[Exercise prompt]
Whichever lines of the entries hold the word "names" should be identified and copied.

[Extracted information — start]

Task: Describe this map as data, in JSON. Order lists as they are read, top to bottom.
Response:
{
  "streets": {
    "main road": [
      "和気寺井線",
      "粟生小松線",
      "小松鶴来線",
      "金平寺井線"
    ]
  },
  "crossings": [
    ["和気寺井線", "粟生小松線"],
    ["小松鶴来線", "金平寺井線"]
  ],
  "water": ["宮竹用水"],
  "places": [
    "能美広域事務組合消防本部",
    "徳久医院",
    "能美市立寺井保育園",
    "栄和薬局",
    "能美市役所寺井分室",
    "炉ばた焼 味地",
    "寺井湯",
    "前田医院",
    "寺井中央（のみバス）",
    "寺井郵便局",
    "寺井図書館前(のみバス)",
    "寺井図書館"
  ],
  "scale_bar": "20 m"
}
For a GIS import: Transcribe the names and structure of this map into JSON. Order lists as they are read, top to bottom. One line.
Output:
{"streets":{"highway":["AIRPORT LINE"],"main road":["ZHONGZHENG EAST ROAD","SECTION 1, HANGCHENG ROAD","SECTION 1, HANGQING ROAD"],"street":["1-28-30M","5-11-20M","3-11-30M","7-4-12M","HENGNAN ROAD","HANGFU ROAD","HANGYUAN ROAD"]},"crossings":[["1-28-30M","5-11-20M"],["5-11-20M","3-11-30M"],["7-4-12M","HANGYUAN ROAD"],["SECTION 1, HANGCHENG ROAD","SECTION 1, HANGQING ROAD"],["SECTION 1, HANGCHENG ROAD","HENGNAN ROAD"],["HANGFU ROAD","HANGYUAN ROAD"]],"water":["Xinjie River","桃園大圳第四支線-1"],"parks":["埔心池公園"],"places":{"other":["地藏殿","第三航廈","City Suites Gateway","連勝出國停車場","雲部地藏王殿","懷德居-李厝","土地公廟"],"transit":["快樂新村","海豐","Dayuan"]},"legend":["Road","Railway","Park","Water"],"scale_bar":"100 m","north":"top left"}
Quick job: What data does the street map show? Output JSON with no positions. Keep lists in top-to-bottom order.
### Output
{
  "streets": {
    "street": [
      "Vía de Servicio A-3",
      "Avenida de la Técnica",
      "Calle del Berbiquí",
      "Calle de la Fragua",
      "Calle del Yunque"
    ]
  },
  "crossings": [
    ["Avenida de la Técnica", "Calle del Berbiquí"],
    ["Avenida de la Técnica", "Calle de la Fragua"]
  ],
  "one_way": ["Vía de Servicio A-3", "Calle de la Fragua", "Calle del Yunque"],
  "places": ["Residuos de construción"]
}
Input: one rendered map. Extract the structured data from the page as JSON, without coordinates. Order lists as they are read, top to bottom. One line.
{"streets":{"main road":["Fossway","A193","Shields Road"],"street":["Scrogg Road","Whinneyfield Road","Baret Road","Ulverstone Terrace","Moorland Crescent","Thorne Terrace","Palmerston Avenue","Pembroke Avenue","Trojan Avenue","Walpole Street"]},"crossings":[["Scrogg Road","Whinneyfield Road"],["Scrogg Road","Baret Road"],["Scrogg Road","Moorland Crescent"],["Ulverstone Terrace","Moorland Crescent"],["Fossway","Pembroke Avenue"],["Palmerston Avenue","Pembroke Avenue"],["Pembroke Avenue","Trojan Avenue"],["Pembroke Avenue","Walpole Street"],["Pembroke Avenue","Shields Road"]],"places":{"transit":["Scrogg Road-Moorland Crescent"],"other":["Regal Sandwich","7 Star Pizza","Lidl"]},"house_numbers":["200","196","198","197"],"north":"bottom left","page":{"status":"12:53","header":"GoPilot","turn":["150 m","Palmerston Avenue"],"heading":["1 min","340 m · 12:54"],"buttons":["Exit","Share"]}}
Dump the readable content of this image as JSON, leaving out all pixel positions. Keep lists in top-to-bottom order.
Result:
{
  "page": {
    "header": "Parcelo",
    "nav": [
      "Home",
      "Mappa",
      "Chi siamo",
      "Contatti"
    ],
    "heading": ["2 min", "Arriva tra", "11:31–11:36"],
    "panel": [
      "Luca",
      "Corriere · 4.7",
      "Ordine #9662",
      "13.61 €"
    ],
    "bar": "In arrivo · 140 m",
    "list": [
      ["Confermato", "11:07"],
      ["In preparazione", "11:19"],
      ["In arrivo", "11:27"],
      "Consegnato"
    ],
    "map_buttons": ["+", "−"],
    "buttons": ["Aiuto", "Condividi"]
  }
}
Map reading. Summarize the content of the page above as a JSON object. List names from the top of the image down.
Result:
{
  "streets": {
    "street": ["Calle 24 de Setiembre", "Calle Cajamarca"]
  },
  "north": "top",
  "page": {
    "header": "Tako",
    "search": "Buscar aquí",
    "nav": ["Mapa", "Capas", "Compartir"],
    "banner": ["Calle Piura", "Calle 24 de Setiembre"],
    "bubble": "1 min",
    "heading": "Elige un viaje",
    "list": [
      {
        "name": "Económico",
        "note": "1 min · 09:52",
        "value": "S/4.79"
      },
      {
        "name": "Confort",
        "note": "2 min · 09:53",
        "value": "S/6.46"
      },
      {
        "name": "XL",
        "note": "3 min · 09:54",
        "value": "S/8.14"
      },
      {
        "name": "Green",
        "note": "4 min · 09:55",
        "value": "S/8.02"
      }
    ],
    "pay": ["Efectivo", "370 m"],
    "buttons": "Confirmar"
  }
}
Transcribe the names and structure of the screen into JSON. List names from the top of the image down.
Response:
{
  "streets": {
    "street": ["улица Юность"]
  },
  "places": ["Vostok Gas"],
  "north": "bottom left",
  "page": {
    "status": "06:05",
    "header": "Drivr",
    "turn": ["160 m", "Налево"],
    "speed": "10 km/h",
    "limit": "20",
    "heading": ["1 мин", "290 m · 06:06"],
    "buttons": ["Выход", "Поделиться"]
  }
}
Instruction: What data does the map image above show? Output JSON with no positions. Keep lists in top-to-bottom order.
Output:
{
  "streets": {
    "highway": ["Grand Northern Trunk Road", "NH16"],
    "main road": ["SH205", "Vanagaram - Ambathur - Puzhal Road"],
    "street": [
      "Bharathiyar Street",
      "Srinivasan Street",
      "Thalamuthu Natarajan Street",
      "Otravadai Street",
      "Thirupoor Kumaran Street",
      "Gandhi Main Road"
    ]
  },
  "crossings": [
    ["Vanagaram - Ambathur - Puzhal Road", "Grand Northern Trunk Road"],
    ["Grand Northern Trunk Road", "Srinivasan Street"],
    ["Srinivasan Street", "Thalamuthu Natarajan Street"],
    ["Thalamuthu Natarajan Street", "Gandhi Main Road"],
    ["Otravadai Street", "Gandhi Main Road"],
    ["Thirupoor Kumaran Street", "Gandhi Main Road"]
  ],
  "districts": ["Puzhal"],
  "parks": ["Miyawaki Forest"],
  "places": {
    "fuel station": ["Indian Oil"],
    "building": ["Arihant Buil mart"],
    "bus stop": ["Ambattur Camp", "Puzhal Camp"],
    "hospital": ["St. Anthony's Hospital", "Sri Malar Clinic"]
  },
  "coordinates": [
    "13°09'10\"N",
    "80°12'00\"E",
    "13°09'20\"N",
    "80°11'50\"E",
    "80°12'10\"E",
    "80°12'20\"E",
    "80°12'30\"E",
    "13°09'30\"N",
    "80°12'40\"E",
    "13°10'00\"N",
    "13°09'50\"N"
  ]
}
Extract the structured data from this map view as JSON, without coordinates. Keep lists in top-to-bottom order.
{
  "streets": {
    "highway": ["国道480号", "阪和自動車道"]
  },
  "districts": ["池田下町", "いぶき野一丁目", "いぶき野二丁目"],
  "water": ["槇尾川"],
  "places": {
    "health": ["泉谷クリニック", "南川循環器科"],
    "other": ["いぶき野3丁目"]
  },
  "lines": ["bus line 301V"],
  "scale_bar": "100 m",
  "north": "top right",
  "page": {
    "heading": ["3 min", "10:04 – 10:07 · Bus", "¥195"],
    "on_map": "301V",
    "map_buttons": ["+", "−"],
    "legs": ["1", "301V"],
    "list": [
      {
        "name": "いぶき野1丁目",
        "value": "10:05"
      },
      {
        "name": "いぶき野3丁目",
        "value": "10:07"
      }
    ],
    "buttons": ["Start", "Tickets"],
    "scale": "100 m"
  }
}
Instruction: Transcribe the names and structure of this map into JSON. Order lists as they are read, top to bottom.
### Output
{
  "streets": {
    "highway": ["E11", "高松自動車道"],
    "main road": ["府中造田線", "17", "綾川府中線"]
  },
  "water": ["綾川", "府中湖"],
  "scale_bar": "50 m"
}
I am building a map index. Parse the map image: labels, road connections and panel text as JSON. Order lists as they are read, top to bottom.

[Extracted information — finish]

[Result for this exercise]
For a GIS import: Transcribe the names and structure of this map into JSON. Order lists as they are read, top to bottom. One line.
Map reading. Summarize the content of the page above as a JSON object. List names from the top of the image down.
Transcribe the names and structure of the screen into JSON. List names from the top of the image down.
Instruction: Transcribe the names and structure of this map into JSON. Order lists as they are read, top to bottom.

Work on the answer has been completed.